* [Work item] Print, exactly as they appear in the listing below, the lines from the line with "M1125,912l74,1 -2,162 -92,-1 1,-122h18z" to the line with "M1573,1086l13,-817", with both end lines kept.

··· Working data ···

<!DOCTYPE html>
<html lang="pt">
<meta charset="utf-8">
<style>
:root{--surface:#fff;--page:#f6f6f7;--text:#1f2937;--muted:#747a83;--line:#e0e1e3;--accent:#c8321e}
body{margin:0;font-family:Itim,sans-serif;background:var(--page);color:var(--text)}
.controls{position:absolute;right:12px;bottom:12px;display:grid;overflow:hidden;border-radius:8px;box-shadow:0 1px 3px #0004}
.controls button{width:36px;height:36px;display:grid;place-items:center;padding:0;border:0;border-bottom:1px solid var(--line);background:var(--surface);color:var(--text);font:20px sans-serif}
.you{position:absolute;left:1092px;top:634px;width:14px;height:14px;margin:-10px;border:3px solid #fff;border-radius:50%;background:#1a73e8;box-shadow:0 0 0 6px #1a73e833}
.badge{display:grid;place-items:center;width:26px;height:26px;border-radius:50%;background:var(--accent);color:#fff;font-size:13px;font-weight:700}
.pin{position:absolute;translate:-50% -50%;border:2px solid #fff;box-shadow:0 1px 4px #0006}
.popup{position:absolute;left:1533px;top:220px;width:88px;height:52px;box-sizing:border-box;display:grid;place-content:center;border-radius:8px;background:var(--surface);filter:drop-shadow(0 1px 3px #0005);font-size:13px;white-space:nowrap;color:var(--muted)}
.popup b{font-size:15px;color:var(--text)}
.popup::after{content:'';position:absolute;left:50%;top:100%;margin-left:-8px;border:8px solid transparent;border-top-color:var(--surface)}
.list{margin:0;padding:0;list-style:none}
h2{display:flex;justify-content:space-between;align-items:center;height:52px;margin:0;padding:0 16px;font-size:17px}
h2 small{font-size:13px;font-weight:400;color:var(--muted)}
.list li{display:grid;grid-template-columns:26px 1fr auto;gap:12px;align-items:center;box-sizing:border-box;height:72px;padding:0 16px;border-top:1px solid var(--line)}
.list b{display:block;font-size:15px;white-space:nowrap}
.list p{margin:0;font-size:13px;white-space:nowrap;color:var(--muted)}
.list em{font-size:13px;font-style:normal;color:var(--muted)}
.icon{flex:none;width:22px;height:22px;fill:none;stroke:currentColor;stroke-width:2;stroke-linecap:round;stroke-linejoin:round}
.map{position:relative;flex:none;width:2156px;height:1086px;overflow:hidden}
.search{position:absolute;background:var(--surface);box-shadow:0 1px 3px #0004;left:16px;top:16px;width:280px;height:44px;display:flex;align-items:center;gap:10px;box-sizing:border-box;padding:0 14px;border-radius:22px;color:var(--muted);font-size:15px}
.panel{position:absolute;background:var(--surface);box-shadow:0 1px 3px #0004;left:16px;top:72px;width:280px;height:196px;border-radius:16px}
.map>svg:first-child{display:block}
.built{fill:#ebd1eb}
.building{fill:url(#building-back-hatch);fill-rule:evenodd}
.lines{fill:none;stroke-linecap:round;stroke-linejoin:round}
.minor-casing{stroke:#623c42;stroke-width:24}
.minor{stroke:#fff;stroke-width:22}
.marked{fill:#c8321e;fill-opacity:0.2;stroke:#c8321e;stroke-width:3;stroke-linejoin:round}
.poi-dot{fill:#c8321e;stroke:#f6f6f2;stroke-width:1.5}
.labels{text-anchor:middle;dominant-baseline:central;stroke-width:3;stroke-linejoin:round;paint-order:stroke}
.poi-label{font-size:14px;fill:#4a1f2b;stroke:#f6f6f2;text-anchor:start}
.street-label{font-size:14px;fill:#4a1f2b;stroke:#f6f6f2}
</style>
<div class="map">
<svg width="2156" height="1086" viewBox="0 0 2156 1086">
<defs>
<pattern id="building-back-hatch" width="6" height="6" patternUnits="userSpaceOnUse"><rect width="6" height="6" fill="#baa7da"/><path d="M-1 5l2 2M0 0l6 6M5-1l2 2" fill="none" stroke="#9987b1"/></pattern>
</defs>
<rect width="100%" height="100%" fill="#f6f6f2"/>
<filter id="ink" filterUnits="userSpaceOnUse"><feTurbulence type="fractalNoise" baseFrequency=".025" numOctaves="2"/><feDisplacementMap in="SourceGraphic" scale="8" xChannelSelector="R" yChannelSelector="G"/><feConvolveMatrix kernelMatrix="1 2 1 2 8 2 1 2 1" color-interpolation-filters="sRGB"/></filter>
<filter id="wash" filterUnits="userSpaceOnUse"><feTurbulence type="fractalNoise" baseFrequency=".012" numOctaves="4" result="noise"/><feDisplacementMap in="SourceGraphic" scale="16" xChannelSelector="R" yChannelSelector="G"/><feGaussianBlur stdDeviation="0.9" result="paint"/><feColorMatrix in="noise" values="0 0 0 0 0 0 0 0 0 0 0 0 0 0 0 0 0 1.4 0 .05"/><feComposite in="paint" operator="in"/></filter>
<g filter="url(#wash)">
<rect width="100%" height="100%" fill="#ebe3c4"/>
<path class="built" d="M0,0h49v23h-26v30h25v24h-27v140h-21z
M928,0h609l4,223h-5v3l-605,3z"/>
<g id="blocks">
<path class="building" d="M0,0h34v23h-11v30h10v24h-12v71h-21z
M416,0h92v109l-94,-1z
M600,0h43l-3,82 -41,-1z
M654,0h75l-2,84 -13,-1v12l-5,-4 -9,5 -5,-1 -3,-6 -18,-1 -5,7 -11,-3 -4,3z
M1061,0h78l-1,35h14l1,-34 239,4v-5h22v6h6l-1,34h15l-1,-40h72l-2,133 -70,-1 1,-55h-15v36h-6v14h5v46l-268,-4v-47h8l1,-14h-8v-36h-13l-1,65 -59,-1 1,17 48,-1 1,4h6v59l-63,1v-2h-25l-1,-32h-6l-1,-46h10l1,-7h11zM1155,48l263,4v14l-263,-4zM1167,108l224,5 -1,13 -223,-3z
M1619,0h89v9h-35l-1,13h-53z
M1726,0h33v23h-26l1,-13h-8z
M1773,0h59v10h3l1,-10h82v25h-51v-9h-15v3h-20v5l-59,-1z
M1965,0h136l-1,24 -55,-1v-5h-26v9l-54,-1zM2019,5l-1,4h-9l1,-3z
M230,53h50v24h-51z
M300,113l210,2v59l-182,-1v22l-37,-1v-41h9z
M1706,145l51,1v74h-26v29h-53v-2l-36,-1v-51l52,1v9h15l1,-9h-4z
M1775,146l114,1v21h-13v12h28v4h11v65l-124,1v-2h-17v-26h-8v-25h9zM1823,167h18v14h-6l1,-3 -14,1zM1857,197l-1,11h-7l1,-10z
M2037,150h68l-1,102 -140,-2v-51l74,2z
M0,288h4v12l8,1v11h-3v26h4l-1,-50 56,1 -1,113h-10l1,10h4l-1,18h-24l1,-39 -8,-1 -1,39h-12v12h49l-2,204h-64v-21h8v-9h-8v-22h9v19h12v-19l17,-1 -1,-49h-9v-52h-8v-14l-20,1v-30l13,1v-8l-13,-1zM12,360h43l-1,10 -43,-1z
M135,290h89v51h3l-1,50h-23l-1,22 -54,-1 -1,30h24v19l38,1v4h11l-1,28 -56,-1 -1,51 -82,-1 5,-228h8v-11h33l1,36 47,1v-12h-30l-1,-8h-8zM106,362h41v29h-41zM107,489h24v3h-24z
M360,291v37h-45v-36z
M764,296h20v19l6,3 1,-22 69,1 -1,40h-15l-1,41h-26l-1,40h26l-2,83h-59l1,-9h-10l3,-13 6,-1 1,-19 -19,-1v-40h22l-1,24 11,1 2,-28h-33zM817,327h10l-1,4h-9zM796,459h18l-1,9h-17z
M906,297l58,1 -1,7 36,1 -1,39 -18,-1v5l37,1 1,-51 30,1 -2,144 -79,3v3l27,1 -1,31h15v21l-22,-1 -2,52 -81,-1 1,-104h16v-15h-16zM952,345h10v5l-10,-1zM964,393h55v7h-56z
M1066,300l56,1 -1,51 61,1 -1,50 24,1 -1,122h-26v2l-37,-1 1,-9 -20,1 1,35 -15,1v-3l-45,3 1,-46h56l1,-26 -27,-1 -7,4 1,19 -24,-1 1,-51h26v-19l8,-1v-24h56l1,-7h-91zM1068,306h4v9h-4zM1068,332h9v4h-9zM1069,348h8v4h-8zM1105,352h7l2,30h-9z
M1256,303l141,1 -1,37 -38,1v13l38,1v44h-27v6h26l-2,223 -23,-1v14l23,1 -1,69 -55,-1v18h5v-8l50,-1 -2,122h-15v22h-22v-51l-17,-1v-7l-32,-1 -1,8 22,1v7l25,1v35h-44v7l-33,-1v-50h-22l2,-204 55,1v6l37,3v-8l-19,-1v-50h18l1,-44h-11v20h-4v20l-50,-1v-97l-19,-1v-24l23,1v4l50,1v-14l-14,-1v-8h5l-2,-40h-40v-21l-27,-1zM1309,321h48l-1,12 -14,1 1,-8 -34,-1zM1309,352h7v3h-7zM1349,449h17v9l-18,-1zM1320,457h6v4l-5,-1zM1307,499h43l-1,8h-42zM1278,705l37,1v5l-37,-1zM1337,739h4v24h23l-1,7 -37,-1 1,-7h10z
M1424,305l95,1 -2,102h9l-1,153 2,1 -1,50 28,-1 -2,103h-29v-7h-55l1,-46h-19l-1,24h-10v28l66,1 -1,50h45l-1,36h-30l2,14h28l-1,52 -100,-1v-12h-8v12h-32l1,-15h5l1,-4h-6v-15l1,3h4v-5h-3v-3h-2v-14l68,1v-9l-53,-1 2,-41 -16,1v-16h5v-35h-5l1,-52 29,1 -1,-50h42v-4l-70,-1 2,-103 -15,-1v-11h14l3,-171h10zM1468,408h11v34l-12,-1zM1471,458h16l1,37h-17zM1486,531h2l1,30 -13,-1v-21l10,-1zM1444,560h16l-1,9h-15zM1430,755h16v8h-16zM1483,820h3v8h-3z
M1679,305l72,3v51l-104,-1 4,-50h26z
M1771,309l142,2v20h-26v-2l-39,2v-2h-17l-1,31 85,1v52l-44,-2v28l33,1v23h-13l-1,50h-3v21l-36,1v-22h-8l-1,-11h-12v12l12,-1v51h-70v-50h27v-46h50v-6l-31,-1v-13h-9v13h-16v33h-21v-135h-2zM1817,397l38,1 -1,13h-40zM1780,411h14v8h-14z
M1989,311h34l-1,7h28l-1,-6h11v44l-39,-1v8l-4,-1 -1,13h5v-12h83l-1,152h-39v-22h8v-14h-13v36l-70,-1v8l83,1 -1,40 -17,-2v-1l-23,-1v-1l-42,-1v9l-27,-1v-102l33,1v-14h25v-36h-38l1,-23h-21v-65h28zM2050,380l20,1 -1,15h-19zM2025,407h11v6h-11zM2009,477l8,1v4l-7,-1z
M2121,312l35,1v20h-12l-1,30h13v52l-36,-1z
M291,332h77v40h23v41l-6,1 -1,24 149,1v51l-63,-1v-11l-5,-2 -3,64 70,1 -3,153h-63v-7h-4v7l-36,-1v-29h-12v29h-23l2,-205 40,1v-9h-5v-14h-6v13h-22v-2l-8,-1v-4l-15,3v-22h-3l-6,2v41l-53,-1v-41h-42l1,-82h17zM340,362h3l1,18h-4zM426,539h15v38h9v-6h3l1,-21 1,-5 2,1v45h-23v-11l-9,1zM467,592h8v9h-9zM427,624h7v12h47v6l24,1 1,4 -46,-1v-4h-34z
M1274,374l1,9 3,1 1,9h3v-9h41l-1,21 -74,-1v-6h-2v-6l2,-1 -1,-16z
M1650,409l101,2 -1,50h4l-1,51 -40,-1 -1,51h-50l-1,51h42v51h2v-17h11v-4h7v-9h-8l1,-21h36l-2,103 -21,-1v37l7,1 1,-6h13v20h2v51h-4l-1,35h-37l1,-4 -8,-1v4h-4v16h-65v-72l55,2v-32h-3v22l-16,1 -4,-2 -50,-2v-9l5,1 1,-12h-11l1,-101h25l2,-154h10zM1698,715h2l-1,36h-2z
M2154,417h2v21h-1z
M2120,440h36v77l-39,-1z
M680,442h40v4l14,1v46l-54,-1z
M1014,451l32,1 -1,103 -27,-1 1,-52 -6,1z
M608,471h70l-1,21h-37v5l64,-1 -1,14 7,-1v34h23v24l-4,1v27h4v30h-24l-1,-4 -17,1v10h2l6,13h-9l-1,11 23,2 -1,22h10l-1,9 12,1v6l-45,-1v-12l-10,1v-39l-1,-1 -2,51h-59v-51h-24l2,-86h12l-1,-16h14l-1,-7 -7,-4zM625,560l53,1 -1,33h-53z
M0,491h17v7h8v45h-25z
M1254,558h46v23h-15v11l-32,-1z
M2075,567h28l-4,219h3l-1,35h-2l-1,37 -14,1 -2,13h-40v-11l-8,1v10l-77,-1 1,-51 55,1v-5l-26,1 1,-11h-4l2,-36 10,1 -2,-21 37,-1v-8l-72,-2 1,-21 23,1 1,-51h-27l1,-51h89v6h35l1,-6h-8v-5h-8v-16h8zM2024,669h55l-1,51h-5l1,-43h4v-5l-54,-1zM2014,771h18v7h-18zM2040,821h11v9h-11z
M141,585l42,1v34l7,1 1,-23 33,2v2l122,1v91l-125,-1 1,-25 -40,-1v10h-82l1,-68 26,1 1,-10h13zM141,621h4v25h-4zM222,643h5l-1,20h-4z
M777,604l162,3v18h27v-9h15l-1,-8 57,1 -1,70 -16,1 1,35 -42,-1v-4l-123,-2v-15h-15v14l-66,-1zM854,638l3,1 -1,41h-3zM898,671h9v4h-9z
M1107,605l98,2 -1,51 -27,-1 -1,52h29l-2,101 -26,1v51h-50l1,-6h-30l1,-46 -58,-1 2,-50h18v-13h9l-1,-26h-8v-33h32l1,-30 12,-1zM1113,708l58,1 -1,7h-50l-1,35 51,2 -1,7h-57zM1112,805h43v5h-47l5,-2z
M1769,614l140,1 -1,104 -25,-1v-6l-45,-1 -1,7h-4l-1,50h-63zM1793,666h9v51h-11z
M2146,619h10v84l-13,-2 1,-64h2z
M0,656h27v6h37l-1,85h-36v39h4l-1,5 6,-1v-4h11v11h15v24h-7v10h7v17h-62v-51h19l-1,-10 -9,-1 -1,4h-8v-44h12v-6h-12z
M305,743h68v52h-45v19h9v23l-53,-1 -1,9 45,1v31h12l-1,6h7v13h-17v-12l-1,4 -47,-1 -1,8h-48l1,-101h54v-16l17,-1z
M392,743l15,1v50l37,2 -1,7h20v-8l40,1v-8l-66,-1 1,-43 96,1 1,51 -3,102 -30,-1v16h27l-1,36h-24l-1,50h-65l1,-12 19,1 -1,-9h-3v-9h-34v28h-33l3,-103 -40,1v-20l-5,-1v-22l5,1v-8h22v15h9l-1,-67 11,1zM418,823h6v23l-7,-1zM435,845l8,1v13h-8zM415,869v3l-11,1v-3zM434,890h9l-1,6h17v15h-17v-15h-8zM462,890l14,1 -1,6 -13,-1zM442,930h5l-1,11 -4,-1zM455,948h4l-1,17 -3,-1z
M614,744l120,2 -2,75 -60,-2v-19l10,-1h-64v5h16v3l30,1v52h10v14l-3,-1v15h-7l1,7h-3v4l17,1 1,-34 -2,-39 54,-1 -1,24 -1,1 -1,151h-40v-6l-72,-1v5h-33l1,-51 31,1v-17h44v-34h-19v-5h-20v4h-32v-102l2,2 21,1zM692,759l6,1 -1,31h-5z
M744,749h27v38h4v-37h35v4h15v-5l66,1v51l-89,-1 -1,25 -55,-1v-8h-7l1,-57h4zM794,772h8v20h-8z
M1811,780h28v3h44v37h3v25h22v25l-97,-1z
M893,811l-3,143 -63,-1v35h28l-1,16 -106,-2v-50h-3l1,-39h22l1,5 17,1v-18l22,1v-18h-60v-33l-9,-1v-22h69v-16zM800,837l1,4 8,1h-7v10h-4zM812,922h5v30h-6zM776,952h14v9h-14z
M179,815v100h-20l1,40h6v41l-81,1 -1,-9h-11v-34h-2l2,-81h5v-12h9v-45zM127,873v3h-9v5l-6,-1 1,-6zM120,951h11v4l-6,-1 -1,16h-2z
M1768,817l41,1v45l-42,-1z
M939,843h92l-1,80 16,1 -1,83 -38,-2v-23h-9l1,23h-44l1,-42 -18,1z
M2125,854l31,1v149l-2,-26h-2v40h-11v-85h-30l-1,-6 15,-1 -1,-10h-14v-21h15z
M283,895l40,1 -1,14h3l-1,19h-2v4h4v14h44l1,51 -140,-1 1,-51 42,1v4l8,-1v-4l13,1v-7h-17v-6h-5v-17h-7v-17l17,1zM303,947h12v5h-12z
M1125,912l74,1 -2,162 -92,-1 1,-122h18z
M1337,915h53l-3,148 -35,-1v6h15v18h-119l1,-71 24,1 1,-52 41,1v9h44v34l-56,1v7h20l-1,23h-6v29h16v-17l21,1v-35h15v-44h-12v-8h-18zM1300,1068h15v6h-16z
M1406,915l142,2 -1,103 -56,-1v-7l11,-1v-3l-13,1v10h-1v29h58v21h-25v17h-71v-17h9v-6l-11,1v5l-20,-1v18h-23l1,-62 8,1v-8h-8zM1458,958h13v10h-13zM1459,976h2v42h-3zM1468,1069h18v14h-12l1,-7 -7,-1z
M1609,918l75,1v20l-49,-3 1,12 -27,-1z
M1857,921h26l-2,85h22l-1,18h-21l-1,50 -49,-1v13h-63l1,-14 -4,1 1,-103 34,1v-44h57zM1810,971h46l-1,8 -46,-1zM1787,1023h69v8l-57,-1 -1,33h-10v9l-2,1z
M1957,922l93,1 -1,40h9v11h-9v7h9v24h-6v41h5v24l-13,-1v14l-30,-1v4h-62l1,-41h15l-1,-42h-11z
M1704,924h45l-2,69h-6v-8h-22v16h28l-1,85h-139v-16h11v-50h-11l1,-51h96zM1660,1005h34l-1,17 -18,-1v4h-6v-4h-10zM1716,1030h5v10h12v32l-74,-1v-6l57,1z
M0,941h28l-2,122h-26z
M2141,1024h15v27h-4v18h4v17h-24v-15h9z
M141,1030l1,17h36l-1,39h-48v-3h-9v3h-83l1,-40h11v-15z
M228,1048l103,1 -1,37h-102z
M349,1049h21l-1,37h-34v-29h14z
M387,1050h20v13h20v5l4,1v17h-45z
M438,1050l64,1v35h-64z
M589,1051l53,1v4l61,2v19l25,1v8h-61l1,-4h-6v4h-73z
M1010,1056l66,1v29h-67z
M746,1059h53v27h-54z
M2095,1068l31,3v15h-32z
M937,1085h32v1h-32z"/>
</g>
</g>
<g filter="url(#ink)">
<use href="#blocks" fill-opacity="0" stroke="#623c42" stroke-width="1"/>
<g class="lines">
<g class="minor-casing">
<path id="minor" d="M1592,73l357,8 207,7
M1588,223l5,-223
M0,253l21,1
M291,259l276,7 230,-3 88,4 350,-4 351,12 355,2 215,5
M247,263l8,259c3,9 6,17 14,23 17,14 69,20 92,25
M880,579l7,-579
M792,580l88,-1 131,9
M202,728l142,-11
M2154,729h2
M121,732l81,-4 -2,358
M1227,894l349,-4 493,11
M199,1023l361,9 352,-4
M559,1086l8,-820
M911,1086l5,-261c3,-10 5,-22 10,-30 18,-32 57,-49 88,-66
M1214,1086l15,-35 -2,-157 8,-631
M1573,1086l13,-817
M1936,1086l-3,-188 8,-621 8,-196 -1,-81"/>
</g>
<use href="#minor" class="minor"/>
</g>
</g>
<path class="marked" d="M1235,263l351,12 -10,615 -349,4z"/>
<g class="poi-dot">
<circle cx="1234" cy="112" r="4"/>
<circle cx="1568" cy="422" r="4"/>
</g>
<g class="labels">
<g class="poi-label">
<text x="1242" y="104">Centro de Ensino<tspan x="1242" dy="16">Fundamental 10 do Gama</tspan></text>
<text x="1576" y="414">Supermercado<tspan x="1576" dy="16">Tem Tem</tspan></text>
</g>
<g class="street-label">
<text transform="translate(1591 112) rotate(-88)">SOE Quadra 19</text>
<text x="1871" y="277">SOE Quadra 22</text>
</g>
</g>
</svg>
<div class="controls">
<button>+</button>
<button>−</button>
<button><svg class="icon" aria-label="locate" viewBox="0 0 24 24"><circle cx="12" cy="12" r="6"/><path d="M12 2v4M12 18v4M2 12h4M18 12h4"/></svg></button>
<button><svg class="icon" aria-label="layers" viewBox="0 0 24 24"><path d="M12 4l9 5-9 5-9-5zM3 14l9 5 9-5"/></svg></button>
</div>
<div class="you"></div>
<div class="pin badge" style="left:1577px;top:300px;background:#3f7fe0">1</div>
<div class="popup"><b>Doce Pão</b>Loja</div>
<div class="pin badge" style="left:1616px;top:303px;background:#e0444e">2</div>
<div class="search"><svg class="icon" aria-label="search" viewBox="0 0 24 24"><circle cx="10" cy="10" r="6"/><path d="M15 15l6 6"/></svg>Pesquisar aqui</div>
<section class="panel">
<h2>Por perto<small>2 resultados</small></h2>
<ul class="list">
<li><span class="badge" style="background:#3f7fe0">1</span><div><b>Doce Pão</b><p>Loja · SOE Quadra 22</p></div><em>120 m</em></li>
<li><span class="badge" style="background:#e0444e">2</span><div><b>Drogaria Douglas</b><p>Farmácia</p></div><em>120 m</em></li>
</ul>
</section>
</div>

···

* [Problem solution]
M1125,912l74,1 -2,162 -92,-1 1,-122h18z
M1337,915h53l-3,148 -35,-1v6h15v18h-119l1,-71 24,1 1,-52 41,1v9h44v34l-56,1v7h20l-1,23h-6v29h16v-17l21,1v-35h15v-44h-12v-8h-18zM1300,1068h15v6h-16z
M1406,915l142,2 -1,103 -56,-1v-7l11,-1v-3l-13,1v10h-1v29h58v21h-25v17h-71v-17h9v-6l-11,1v5l-20,-1v18h-23l1,-62 8,1v-8h-8zM1458,958h13v10h-13zM1459,976h2v42h-3zM1468,1069h18v14h-12l1,-7 -7,-1z
M1609,918l75,1v20l-49,-3 1,12 -27,-1z
M1857,921h26l-2,85h22l-1,18h-21l-1,50 -49,-1v13h-63l1,-14 -4,1 1,-103 34,1v-44h57zM1810,971h46l-1,8 -46,-1zM1787,1023h69v8l-57,-1 -1,33h-10v9l-2,1z
M1957,922l93,1 -1,40h9v11h-9v7h9v24h-6v41h5v24l-13,-1v14l-30,-1v4h-62l1,-41h15l-1,-42h-11z
M1704,924h45l-2,69h-6v-8h-22v16h28l-1,85h-139v-16h11v-50h-11l1,-51h96zM1660,1005h34l-1,17 -18,-1v4h-6v-4h-10zM1716,1030h5v10h12v32l-74,-1v-6l57,1z
M0,941h28l-2,122h-26z
M2141,1024h15v27h-4v18h4v17h-24v-15h9z
M141,1030l1,17h36l-1,39h-48v-3h-9v3h-83l1,-40h11v-15z
M228,1048l103,1 -1,37h-102z
M349,1049h21l-1,37h-34v-29h14z
M387,1050h20v13h20v5l4,1v17h-45z
M438,1050l64,1v35h-64z
M589,1051l53,1v4l61,2v19l25,1v8h-61l1,-4h-6v4h-73z
M1010,1056l66,1v29h-67z
M746,1059h53v27h-54z
M2095,1068l31,3v15h-32z
M937,1085h32v1h-32z"/>
</g>
</g>
<g filter="url(#ink)">
<use href="#blocks" fill-opacity="0" stroke="#623c42" stroke-width="1"/>
<g class="lines">
<g class="minor-casing">
<path id="minor" d="M1592,73l357,8 207,7
M1588,223l5,-223
M0,253l21,1
M291,259l276,7 230,-3 88,4 350,-4 351,12 355,2 215,5
M247,263l8,259c3,9 6,17 14,23 17,14 69,20 92,25
M880,579l7,-579
M792,580l88,-1 131,9
M202,728l142,-11
M2154,729h2
M121,732l81,-4 -2,358
M1227,894l349,-4 493,11
M199,1023l361,9 352,-4
M559,1086l8,-820
M911,1086l5,-261c3,-10 5,-22 10,-30 18,-32 57,-49 88,-66
M1214,1086l15,-35 -2,-157 8,-631
M1573,1086l13,-817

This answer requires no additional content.